Task description :: Pull every line that includes the word "Drive" from the data.

Stored data entries:

====

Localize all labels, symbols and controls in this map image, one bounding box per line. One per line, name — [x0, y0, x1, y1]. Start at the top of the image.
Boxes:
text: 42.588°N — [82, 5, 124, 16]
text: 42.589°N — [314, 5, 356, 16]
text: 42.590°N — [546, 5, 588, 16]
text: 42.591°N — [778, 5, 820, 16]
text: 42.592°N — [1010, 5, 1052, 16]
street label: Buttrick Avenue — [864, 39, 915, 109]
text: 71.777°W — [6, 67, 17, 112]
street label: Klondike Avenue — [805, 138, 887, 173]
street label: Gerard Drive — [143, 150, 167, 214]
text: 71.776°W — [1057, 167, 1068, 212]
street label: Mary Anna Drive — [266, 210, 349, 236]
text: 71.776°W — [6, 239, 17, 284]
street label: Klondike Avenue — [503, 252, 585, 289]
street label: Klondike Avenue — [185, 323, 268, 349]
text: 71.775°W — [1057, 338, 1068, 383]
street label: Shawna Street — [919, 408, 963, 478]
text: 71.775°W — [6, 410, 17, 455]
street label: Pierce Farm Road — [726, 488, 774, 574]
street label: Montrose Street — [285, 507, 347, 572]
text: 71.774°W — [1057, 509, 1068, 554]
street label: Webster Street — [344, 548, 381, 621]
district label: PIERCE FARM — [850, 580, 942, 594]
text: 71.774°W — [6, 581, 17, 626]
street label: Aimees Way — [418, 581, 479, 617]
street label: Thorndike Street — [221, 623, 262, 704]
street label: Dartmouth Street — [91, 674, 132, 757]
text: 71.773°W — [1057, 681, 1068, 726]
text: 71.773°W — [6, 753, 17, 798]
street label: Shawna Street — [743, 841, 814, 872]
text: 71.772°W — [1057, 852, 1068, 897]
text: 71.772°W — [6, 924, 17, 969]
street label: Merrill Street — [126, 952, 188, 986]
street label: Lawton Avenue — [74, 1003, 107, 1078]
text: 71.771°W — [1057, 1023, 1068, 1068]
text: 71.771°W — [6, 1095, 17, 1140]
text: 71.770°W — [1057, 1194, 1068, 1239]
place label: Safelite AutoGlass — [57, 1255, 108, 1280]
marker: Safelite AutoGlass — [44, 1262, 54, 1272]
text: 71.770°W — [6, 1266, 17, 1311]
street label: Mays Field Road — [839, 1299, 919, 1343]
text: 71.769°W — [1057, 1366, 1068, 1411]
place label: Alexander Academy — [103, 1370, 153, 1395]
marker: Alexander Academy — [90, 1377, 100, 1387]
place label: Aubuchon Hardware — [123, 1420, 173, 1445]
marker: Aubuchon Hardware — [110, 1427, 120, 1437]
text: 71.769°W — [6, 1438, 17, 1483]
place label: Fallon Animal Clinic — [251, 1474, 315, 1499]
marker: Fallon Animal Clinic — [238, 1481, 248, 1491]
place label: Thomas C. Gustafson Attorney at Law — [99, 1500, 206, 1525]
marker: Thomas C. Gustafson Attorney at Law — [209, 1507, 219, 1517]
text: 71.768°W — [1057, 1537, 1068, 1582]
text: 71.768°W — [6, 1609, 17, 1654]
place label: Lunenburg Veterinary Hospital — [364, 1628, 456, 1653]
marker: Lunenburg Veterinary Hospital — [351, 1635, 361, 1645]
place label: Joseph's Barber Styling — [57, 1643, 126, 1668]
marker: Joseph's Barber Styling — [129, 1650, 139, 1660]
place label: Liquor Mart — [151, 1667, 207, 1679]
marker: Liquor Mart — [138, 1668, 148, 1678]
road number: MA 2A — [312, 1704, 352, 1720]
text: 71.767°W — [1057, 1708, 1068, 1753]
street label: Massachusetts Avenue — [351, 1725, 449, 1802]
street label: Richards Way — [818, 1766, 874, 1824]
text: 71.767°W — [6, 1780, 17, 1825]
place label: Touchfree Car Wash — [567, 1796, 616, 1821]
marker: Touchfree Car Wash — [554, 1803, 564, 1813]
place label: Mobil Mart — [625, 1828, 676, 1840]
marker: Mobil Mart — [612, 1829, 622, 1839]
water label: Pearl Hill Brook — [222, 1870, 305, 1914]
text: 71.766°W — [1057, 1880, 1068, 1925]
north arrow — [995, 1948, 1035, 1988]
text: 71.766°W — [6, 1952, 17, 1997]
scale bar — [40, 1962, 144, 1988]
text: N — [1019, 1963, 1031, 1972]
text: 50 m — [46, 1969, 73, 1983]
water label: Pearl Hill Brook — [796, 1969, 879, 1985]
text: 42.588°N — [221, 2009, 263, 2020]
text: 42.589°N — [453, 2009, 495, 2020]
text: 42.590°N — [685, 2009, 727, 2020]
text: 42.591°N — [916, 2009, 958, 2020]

====

Answer to this problem ::
street label: Gerard Drive — [143, 150, 167, 214]
street label: Mary Anna Drive — [266, 210, 349, 236]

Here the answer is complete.